→ **Exercise prompt**
Retype the full set of data, character for character.

[Collected data entries]

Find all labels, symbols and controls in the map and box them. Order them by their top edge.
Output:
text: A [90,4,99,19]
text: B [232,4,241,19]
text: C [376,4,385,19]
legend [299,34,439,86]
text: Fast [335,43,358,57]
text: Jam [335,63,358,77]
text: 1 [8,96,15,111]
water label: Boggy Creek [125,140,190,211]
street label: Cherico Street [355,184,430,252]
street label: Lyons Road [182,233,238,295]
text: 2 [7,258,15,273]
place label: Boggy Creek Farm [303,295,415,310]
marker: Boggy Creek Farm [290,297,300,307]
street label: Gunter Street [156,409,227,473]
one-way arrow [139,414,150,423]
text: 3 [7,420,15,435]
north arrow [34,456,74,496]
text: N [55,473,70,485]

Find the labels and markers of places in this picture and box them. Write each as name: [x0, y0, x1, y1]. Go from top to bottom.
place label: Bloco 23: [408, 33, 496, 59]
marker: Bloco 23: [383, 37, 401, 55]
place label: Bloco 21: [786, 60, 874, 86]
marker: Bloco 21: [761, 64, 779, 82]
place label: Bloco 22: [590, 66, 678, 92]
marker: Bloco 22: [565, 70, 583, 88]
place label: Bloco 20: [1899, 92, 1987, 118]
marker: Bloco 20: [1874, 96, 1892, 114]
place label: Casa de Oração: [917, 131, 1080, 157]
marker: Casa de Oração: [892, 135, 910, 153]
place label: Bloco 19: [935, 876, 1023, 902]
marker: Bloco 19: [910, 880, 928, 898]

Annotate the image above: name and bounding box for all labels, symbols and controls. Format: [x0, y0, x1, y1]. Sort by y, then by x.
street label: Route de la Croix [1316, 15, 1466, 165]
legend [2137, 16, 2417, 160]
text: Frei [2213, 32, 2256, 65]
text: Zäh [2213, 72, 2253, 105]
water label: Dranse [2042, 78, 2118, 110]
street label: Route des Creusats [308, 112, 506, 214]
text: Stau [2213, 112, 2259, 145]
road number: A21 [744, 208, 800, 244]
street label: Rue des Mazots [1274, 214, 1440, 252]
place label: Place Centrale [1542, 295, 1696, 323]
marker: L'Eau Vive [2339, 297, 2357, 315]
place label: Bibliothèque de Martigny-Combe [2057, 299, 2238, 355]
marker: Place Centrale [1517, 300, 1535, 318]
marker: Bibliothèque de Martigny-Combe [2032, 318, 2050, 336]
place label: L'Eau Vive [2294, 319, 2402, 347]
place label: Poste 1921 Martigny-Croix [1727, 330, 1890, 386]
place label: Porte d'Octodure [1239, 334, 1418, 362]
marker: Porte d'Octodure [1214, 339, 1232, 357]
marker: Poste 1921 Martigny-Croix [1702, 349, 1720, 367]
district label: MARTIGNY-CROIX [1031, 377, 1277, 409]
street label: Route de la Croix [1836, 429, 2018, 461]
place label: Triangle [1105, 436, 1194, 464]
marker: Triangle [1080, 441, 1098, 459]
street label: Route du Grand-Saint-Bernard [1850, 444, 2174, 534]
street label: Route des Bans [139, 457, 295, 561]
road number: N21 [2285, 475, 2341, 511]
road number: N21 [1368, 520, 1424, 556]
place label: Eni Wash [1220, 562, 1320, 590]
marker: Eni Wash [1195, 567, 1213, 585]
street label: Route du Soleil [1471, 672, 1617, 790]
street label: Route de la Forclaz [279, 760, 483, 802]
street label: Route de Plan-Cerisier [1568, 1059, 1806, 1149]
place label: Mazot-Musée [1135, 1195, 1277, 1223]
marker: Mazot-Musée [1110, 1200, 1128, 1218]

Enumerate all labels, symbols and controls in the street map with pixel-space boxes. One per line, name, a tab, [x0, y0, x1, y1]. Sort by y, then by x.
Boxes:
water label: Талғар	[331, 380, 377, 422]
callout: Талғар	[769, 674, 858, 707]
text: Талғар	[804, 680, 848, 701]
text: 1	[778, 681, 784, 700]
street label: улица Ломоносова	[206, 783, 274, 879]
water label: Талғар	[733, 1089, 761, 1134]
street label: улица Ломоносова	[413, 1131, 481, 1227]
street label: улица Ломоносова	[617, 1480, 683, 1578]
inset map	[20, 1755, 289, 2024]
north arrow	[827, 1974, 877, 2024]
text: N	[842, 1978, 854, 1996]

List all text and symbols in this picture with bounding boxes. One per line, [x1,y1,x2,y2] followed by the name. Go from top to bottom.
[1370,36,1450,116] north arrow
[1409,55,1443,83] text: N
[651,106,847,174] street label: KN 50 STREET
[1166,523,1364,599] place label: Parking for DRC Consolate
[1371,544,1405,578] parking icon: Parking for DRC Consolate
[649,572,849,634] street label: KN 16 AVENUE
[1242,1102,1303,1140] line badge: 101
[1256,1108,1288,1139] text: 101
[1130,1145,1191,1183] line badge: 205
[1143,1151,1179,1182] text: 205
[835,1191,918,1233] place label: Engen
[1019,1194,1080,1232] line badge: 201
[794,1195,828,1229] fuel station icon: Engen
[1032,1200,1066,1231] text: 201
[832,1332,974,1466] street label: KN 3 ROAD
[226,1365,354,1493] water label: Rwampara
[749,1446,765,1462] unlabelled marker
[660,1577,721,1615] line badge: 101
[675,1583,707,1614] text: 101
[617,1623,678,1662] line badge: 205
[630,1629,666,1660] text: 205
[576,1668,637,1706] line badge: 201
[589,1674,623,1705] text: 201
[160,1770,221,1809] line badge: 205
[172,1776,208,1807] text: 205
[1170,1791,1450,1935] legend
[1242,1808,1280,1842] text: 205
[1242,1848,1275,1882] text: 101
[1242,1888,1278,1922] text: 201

→ **Response below**
Find all labels, symbols and controls in the map and box them. Order them by their top edge.
Output:
text: A [90,4,99,19]
text: B [232,4,241,19]
text: C [376,4,385,19]
legend [299,34,439,86]
text: Fast [335,43,358,57]
text: Jam [335,63,358,77]
text: 1 [8,96,15,111]
water label: Boggy Creek [125,140,190,211]
street label: Cherico Street [355,184,430,252]
street label: Lyons Road [182,233,238,295]
text: 2 [7,258,15,273]
place label: Boggy Creek Farm [303,295,415,310]
marker: Boggy Creek Farm [290,297,300,307]
street label: Gunter Street [156,409,227,473]
one-way arrow [139,414,150,423]
text: 3 [7,420,15,435]
north arrow [34,456,74,496]
text: N [55,473,70,485]

Find the labels and markers of places in this picture and box them. Write each as name: [x0, y0, x1, y1]. Go from top to bottom.
place label: Bloco 23: [408, 33, 496, 59]
marker: Bloco 23: [383, 37, 401, 55]
place label: Bloco 21: [786, 60, 874, 86]
marker: Bloco 21: [761, 64, 779, 82]
place label: Bloco 22: [590, 66, 678, 92]
marker: Bloco 22: [565, 70, 583, 88]
place label: Bloco 20: [1899, 92, 1987, 118]
marker: Bloco 20: [1874, 96, 1892, 114]
place label: Casa de Oração: [917, 131, 1080, 157]
marker: Casa de Oração: [892, 135, 910, 153]
place label: Bloco 19: [935, 876, 1023, 902]
marker: Bloco 19: [910, 880, 928, 898]

Annotate the image above: name and bounding box for all labels, symbols and controls. Format: [x0, y0, x1, y1]. Sort by y, then by x.
street label: Route de la Croix [1316, 15, 1466, 165]
legend [2137, 16, 2417, 160]
text: Frei [2213, 32, 2256, 65]
text: Zäh [2213, 72, 2253, 105]
water label: Dranse [2042, 78, 2118, 110]
street label: Route des Creusats [308, 112, 506, 214]
text: Stau [2213, 112, 2259, 145]
road number: A21 [744, 208, 800, 244]
street label: Rue des Mazots [1274, 214, 1440, 252]
place label: Place Centrale [1542, 295, 1696, 323]
marker: L'Eau Vive [2339, 297, 2357, 315]
place label: Bibliothèque de Martigny-Combe [2057, 299, 2238, 355]
marker: Place Centrale [1517, 300, 1535, 318]
marker: Bibliothèque de Martigny-Combe [2032, 318, 2050, 336]
place label: L'Eau Vive [2294, 319, 2402, 347]
place label: Poste 1921 Martigny-Croix [1727, 330, 1890, 386]
place label: Porte d'Octodure [1239, 334, 1418, 362]
marker: Porte d'Octodure [1214, 339, 1232, 357]
marker: Poste 1921 Martigny-Croix [1702, 349, 1720, 367]
district label: MARTIGNY-CROIX [1031, 377, 1277, 409]
street label: Route de la Croix [1836, 429, 2018, 461]
place label: Triangle [1105, 436, 1194, 464]
marker: Triangle [1080, 441, 1098, 459]
street label: Route du Grand-Saint-Bernard [1850, 444, 2174, 534]
street label: Route des Bans [139, 457, 295, 561]
road number: N21 [2285, 475, 2341, 511]
road number: N21 [1368, 520, 1424, 556]
place label: Eni Wash [1220, 562, 1320, 590]
marker: Eni Wash [1195, 567, 1213, 585]
street label: Route du Soleil [1471, 672, 1617, 790]
street label: Route de la Forclaz [279, 760, 483, 802]
street label: Route de Plan-Cerisier [1568, 1059, 1806, 1149]
place label: Mazot-Musée [1135, 1195, 1277, 1223]
marker: Mazot-Musée [1110, 1200, 1128, 1218]

Enumerate all labels, symbols and controls in the street map with pixel-space boxes. One per line, name, a tab, [x0, y0, x1, y1]. Sort by y, then by x.
Boxes:
water label: Талғар	[331, 380, 377, 422]
callout: Талғар	[769, 674, 858, 707]
text: Талғар	[804, 680, 848, 701]
text: 1	[778, 681, 784, 700]
street label: улица Ломоносова	[206, 783, 274, 879]
water label: Талғар	[733, 1089, 761, 1134]
street label: улица Ломоносова	[413, 1131, 481, 1227]
street label: улица Ломоносова	[617, 1480, 683, 1578]
inset map	[20, 1755, 289, 2024]
north arrow	[827, 1974, 877, 2024]
text: N	[842, 1978, 854, 1996]

List all text and symbols in this picture with bounding boxes. One per line, [x1,y1,x2,y2] followed by the name. Go from top to bottom.
[1370,36,1450,116] north arrow
[1409,55,1443,83] text: N
[651,106,847,174] street label: KN 50 STREET
[1166,523,1364,599] place label: Parking for DRC Consolate
[1371,544,1405,578] parking icon: Parking for DRC Consolate
[649,572,849,634] street label: KN 16 AVENUE
[1242,1102,1303,1140] line badge: 101
[1256,1108,1288,1139] text: 101
[1130,1145,1191,1183] line badge: 205
[1143,1151,1179,1182] text: 205
[835,1191,918,1233] place label: Engen
[1019,1194,1080,1232] line badge: 201
[794,1195,828,1229] fuel station icon: Engen
[1032,1200,1066,1231] text: 201
[832,1332,974,1466] street label: KN 3 ROAD
[226,1365,354,1493] water label: Rwampara
[749,1446,765,1462] unlabelled marker
[660,1577,721,1615] line badge: 101
[675,1583,707,1614] text: 101
[617,1623,678,1662] line badge: 205
[630,1629,666,1660] text: 205
[576,1668,637,1706] line badge: 201
[589,1674,623,1705] text: 201
[160,1770,221,1809] line badge: 205
[172,1776,208,1807] text: 205
[1170,1791,1450,1935] legend
[1242,1808,1280,1842] text: 205
[1242,1848,1275,1882] text: 101
[1242,1888,1278,1922] text: 201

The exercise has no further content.